Output of returns_fbtc.head()

Now we see the returns for each asset. The first row has no value because it does not have a previous row to calculate the change in percentage. Now let's check how much we would make if we had invested USD1000 in each financial asset. This is calculated by subtracting the initial price from the final price and dividing the result by the initial price. That would be the percentage change over the five years. Multiplying the result by USD1000 would produce the amount you would receive at the end of the 5-year tenure.


btc_5yr_returns = ((prices_fbtc["BTC-USD"].iloc[-1] - prices_fbtc["BTC-USD"].iloc[0]) / prices_fbtc["BTC-USD"].iloc[0])
f_5yr_returns = ((prices_fbtc["F"].iloc[-1] - prices_fbtc["F"].iloc[0]) / prices_fbtc["F"].iloc[0])
print(f"Bitcoin 5yr Returns: {btc_5yr_returns * 100}")
print(f"Ford 5yr Returns: {f_5yr_returns * 100}")
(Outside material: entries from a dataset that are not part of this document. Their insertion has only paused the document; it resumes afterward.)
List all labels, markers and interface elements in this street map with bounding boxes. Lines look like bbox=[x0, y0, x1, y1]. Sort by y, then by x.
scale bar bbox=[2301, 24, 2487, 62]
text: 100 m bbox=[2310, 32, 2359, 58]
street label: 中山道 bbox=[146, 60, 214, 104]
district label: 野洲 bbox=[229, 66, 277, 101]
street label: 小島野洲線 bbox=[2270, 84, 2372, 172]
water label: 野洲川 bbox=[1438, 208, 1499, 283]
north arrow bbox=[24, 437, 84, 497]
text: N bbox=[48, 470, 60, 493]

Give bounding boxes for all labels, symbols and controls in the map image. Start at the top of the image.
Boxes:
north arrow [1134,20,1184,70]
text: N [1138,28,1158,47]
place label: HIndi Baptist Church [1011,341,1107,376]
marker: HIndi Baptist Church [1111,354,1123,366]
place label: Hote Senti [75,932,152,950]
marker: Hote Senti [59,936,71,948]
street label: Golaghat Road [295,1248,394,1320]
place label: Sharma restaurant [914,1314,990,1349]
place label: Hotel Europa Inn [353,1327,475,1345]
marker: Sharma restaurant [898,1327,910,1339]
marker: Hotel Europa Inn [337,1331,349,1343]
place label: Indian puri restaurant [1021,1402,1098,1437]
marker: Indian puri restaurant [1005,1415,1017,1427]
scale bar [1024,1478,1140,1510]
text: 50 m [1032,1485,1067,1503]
Bitcoin has pulled in close to 600% returns which is almost USD6000 (597*1000) for a USD1000 investment 5 years ago, while Ford had a 45.8% returns increment. This is not bad for an old-guard stock. Thus you would receive USD1458 today if you invested USD1000 in Ford stocks 5 years ago.

Moving on, let's write a function to make our data pulling and day-to-day percentage change reproducible.


# Writing a function to streamline the data-pulling phase of our work
# start and end parameters signify the start and end times for the data we are collecting
# tickers indicate the ticker names of the financial asset data we want. 
# This parameter should be a dictionary for ticker name on Yahoo Finance and the other name would be for renaming the series
def pullDataReturns(start, end, tickers):
    prices = yfin.download(list(tickers.keys()), start, end)["Adj Close"]
    prices = prices.rename(columns=tickers)
    prices.dropna(inplace=True)
    # Rearranging columns by the ticker dictionary
    prices = prices[list(tickers.values())]
    returns = prices.pct_change()
    return returns, prices

With this function, we can easily pull in data. Let's get data from different types of financial assets so we can compare their average returns, standard deviation (volatility), and variance. We choose Nasdaq (a market index), Bitcoin (a cryptocurrency), Apple (an income stock) and Vanguard long-term bond exchange-traded fund (an ETF).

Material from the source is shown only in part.